• [Exercise data]:
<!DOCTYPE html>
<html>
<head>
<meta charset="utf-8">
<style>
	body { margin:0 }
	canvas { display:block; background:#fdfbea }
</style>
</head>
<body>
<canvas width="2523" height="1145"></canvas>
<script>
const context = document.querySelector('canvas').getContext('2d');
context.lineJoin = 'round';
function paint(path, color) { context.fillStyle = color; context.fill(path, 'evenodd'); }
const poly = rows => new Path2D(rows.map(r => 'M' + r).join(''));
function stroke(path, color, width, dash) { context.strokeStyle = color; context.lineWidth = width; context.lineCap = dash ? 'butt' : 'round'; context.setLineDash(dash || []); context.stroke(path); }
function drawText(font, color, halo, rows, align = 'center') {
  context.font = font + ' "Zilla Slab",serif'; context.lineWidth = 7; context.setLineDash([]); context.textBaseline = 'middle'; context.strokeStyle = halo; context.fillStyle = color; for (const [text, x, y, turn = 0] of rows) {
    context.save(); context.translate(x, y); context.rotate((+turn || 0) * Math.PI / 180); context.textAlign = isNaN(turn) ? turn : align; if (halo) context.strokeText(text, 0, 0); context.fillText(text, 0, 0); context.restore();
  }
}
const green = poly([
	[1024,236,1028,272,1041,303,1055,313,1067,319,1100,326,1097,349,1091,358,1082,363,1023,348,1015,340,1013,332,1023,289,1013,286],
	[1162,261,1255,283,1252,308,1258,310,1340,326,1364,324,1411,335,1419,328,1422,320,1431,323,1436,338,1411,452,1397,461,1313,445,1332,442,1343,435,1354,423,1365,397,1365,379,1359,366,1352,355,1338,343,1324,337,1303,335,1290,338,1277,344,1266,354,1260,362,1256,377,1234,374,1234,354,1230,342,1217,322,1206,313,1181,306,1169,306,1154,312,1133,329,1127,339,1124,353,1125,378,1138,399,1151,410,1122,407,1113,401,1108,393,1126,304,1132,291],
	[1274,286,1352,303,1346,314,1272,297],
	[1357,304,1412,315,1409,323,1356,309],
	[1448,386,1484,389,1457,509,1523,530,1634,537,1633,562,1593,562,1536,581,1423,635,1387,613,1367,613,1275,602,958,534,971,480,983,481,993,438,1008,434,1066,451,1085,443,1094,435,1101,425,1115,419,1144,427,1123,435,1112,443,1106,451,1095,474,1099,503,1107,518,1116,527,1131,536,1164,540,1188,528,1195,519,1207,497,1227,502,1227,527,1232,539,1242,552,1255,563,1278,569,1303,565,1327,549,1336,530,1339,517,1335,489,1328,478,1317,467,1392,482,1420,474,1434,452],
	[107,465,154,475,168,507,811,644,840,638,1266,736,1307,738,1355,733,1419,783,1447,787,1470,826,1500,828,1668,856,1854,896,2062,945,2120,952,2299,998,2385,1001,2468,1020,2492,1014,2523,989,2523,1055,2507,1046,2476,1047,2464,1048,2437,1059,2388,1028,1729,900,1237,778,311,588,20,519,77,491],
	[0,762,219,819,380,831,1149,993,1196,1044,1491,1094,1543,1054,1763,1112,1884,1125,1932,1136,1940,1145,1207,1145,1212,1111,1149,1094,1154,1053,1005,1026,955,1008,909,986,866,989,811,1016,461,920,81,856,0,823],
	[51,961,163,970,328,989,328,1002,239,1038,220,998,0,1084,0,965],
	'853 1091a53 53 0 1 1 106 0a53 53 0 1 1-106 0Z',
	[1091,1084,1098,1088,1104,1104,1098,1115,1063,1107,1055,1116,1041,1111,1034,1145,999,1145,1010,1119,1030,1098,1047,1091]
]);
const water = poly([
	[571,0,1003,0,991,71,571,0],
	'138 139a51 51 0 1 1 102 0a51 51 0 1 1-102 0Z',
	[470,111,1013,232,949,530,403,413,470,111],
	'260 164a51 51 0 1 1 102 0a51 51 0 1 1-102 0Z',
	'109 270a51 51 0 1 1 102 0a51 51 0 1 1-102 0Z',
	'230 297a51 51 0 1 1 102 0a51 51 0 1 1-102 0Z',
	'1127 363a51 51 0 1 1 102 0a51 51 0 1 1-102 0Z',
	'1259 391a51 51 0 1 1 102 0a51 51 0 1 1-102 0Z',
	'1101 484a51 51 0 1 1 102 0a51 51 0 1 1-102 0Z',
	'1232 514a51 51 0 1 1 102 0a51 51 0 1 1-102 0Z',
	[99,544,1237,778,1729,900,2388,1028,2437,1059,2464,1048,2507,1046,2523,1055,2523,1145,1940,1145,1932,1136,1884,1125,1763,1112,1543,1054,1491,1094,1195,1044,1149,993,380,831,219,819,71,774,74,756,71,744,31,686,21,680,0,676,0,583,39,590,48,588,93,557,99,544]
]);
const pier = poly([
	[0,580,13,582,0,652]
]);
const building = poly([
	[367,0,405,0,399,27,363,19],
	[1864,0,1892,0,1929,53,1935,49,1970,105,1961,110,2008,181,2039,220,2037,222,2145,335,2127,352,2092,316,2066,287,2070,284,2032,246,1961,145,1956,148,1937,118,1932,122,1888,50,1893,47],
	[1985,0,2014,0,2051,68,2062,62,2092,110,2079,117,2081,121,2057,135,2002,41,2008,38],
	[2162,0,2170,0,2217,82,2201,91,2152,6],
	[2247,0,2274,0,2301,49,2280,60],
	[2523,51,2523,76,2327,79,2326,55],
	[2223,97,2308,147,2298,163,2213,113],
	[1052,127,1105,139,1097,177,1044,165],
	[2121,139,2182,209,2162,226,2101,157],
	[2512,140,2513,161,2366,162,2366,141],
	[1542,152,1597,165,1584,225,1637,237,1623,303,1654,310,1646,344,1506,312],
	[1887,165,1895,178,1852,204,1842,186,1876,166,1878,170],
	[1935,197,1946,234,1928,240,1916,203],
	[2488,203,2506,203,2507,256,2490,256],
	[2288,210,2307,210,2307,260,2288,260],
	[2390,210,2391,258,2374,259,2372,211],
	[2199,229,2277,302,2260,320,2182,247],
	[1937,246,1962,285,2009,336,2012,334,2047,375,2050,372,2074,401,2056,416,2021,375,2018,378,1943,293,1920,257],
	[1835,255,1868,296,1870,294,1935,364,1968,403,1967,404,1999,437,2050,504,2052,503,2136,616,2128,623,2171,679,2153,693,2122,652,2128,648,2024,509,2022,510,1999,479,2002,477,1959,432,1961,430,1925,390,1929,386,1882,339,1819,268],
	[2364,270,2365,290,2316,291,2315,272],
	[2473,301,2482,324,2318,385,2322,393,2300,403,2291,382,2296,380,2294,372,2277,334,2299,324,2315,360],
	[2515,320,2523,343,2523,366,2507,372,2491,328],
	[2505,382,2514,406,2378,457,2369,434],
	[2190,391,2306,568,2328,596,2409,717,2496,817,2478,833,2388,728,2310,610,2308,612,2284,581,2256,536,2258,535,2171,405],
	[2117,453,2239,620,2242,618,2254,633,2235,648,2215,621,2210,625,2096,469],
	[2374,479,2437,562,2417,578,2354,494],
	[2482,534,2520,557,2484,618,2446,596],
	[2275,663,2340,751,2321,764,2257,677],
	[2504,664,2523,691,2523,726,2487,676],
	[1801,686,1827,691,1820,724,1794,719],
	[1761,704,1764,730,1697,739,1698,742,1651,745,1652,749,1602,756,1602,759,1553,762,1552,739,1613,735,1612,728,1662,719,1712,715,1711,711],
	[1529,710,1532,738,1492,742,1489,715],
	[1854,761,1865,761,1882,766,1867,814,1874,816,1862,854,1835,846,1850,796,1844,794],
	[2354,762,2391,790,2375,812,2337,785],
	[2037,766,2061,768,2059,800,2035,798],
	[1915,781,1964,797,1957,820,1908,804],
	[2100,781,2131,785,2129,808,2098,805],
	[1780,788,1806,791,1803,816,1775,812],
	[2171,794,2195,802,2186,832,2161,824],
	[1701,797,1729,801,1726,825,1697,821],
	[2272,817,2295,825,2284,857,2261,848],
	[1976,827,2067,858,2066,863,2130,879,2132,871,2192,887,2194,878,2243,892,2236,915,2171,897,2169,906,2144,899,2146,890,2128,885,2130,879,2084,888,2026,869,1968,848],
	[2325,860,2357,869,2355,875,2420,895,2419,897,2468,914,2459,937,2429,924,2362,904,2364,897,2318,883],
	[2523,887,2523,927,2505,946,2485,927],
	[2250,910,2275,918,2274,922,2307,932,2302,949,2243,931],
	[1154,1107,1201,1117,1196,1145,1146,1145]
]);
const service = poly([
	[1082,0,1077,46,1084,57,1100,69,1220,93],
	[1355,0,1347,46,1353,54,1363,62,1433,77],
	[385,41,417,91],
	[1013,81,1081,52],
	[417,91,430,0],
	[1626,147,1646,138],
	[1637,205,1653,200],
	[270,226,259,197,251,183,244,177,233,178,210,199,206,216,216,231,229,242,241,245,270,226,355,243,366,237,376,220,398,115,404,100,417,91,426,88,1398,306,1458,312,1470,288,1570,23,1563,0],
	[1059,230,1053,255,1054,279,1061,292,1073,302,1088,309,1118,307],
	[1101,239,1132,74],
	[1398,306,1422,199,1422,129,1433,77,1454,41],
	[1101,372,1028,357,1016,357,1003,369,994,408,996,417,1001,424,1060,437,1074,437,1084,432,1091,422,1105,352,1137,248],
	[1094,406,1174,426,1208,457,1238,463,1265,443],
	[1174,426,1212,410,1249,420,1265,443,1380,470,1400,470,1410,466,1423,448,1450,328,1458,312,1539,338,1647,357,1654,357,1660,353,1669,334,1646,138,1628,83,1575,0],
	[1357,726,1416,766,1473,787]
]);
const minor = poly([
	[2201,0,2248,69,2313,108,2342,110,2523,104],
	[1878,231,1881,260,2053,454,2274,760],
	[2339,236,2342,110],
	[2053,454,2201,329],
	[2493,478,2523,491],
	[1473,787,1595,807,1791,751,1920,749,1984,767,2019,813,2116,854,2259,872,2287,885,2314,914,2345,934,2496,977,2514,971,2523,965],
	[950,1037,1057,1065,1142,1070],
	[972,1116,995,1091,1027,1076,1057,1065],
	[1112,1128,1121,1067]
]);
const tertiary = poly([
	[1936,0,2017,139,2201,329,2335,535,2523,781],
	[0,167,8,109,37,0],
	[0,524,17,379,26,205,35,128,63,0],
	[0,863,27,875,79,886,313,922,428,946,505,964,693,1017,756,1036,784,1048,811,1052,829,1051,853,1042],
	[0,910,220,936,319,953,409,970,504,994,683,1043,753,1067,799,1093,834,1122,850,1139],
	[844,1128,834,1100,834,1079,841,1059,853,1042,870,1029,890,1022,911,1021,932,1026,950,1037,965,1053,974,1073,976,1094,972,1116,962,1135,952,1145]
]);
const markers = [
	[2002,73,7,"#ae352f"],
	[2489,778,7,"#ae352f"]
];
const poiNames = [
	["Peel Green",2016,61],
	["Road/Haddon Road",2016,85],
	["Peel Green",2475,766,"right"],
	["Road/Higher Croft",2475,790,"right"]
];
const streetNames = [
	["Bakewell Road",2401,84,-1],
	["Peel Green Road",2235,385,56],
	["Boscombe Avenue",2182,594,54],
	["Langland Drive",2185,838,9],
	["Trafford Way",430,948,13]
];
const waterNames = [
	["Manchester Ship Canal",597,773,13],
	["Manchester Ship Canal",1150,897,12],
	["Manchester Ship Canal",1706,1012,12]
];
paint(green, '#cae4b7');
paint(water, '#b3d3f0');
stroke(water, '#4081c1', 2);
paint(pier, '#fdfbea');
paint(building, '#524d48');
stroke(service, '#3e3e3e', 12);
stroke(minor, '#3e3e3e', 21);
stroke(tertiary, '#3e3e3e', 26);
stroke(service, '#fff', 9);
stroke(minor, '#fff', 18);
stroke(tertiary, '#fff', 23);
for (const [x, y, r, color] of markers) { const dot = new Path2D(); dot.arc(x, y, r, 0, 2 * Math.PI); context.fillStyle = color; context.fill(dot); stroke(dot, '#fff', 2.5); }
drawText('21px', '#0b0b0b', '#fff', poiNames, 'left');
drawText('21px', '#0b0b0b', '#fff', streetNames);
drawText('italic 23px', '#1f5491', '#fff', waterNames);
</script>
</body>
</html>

• [Your goal]: What is needed is an exact copy of the entries from their first line down to the line with "const poly = rows", that line included, and nothing beyond it.

• [Task response]:
<!DOCTYPE html>
<html>
<head>
<meta charset="utf-8">
<style>
	body { margin:0 }
	canvas { display:block; background:#fdfbea }
</style>
</head>
<body>
<canvas width="2523" height="1145"></canvas>
<script>
const context = document.querySelector('canvas').getContext('2d');
context.lineJoin = 'round';
function paint(path, color) { context.fillStyle = color; context.fill(path, 'evenodd'); }
const poly = rows => new Path2D(rows.map(r => 'M' + r).join(''));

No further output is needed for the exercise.